Bayfront Health St. Petersburg To Be Sold To Orlando Health

The city’s oldest and largest hospital, Bayfront Health St. Petersburg, is set to be sold to nonprofit health care company Orlando Health, pending a vote by the City Council on July 9.

Community Health Systems Inc., the private company which currently owns the 480-bed facility, announced it had signed an agreement with Orlando Health on Thursday. The news comes about a year after city officials raised concerns about the management of the hospital, which sits on city-owned land and provides care to all, regardless of insurance status.

Orlando Health will take over operations and the long-term lease that Community Health Systems holds with the city, so long as council members approve next month, a news release said. A copy of the proposed lease obtained by the Tampa Bay Times shows it would run for 50 years.

The agreement states Orlando Health must continue to “provide charity care to needy and underserved persons” and “those who may otherwise be unable to afford or obtain care due to various possible adverse circumstances.”

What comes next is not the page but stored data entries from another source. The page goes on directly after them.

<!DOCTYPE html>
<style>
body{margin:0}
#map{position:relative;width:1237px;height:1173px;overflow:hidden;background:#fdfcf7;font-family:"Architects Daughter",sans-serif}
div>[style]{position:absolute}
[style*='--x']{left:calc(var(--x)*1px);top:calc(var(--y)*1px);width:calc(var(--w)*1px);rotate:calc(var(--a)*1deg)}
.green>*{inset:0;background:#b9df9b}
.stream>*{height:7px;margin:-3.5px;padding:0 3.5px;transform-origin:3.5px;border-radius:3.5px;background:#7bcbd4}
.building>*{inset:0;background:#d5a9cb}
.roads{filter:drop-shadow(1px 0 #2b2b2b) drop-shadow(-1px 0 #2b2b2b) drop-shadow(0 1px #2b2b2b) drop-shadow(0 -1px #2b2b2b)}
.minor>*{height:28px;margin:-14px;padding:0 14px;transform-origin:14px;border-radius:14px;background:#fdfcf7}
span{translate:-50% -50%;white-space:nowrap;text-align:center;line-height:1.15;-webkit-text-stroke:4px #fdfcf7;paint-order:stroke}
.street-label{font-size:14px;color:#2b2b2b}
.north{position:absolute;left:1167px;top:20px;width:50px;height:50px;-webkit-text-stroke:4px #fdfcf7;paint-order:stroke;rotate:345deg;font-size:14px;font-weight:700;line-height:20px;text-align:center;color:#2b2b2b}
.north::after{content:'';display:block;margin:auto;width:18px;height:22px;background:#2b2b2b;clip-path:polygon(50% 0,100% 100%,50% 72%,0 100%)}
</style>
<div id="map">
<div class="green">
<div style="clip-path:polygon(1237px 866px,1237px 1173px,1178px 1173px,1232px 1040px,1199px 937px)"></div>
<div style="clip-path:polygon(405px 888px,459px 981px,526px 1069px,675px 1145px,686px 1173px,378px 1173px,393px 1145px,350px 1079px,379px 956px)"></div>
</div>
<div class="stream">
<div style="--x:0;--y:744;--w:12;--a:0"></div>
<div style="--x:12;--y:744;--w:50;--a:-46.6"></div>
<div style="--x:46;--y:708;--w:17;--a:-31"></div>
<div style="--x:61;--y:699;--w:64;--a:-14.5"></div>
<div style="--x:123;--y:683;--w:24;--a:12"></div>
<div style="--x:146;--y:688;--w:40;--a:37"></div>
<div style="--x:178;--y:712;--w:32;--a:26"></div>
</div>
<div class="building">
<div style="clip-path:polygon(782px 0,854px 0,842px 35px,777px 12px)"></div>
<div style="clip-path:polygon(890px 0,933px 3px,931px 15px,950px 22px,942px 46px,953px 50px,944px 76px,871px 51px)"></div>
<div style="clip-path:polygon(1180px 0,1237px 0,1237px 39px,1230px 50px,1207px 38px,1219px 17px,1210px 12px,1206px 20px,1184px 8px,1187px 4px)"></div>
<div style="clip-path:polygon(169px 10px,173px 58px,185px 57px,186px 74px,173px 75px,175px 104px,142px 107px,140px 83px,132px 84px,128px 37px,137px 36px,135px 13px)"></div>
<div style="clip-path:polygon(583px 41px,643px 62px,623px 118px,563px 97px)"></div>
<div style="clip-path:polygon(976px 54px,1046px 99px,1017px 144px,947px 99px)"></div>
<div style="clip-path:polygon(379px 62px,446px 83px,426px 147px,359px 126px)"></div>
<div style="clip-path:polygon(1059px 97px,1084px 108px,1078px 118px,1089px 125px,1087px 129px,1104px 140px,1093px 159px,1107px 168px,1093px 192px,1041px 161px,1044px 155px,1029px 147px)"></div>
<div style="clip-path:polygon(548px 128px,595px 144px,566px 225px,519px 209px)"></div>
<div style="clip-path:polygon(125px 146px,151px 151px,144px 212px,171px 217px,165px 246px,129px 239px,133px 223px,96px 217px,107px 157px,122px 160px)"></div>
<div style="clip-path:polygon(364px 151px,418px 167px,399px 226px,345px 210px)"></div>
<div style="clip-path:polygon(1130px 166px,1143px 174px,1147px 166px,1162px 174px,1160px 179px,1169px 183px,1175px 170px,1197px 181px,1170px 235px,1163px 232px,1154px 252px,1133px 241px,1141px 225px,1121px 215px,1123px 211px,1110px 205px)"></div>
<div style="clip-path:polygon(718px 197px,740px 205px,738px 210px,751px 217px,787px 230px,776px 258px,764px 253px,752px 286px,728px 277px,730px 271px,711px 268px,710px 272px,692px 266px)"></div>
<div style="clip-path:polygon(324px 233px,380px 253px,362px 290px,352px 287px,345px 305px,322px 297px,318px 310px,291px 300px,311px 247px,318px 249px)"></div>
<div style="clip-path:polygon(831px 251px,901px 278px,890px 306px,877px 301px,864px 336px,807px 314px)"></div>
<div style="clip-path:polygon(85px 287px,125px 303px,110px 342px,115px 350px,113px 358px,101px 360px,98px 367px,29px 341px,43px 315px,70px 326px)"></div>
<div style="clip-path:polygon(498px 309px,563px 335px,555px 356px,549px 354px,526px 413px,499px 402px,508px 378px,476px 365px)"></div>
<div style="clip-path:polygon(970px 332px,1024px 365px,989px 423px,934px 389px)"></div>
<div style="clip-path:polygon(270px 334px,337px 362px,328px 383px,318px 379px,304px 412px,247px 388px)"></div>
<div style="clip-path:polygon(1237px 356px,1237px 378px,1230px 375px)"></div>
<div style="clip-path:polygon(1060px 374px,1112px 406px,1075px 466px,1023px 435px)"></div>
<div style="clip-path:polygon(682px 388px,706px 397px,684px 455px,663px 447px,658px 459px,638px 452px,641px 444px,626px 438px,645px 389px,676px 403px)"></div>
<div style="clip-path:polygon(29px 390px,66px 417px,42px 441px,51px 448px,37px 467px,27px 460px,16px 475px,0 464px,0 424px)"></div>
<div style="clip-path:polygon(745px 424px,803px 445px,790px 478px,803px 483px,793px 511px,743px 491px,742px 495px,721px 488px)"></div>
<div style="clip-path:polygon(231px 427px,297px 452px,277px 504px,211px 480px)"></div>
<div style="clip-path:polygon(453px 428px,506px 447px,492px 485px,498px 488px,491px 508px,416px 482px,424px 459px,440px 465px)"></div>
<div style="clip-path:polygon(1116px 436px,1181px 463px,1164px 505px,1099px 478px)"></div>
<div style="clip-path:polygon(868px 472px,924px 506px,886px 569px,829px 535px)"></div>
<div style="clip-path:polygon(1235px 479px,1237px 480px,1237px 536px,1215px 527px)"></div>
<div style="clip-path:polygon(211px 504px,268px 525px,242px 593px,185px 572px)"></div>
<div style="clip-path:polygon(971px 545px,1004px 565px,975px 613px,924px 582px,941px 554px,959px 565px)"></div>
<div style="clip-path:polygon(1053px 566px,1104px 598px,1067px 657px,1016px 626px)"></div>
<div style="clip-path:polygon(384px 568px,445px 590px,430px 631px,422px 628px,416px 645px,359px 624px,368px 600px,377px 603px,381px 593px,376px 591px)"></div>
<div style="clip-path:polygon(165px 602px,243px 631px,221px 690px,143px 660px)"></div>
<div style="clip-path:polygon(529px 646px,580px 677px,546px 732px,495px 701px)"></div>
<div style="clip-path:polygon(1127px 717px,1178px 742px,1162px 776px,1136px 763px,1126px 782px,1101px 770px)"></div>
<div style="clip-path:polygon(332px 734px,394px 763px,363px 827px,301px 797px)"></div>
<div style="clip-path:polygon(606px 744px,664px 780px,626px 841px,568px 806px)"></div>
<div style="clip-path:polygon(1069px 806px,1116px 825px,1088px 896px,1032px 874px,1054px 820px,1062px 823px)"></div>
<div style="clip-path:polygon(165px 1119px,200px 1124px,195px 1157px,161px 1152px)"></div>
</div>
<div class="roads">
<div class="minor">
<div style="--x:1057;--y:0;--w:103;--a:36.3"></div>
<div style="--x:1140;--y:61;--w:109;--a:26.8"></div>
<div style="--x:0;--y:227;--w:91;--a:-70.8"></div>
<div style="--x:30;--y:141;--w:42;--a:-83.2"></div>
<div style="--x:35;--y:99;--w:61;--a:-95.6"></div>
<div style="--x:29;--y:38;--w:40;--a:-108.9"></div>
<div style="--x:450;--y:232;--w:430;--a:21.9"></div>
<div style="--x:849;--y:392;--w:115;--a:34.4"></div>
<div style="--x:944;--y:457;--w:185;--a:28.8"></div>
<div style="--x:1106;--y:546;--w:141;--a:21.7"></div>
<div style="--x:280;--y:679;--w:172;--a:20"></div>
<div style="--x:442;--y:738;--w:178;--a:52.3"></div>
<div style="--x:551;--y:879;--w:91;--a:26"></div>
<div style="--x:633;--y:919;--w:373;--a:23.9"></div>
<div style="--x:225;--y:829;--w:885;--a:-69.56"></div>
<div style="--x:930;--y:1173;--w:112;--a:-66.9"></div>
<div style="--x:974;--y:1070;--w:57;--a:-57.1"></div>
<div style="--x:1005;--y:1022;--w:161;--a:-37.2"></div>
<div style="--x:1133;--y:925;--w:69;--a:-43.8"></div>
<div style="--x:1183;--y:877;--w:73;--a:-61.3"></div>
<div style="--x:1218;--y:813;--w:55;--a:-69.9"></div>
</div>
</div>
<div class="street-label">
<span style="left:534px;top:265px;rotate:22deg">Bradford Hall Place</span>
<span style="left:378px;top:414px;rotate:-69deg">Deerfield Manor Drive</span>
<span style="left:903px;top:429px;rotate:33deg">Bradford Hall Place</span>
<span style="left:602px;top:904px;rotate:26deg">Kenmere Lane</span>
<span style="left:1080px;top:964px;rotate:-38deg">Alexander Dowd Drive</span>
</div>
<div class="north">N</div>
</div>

City councilman Robert Blackmon, who was born at Bayfront St. Petersburg, said Friday that continuing the charity care was a “sticking point” in negotiations with Orlando Health. He said he will support the agreement, as did councilwoman Darden Rice.

After a one-on-one conversation with the company’s president and CEO David Strong a couple of months ago, Blackmon said he is confident charity care will continue at the hospital — and be even better under new management.

He pointed to a string of troubles at Bayfront under Community Health Systems, which purchased it in 2013. The hospital has seen layoffs and resignations of top executives, the ending of a partnership with the University of South Florida, and a Department of Justice investigation related to charity care finances in recent years.

Already frustrated, city officials grew more so in early 2019, when then-Bayfront CEO Joe Mullany gave council members a glowing annual report that did not align with problems playing out in public view.

“We’ve had difficult times in the last few years,” Blackmon said. “Orlando Health is the best-situated group to bring (Bayfront) back to the excellence it was once known for.”

Rice called the sale the “only reasonable solution” to the ongoing issues at the hospital.

“Ultimately, the new ownership is what is best for our community,” she said.

The city’s other six council members did not respond to requests for comment Friday. Mayor Rick Kriseman was not available for an interview.

About 15,000 patients were served at Bayfront St. Petersburg in 2018, according to hospital records. As of July 2019, the hospital employed 1,839 people and had 171 open positions.

Officials for Orlando Health declined to be interviewed, instead releasing a statement that said the sale should be final by Sept. 30.

Peter Young, a hospital consultant based in Fort Myers, said Orlando Health, which operates the only Level 1 trauma center in the Orlando area, is in an “expansion moment” of “picking up the skeletal remains” of hospitals in need of rejuvenation.

The purchase of Bayfront St. Petersburg would be the nonprofit’s debut in the Tampa Bay area, and make it so the nonprofit owns 14 total hospitals, according to the Orlando Sentinel. The sale also would mark the second Community Health Systems hospital acquired by Orlando Health, as it purchased Osceola County’s St. Cloud Regional Medical Center in April, the Sentinel reported.

Community Health Systems, based in Tennessee, has sold more than 50 hospitals since 2017 to pay off debt related to its $7.6 billion purchase of Florida’s Health Managed Associates in 2014, according to the National Business Journal.

Bayfront officials declined to be interviewed, and the company released a statement by Sharon Hayes, chief executive officer of the St. Petersburg hospital:

“Orlando Health is well-respected for their work to sustain and enhance medical services, and we are excited to partner with them to benefit our patients and communities,” she wrote. “This is an extraordinary time in health care and together we will continue to provide quality care for our neighbors, friends and family.”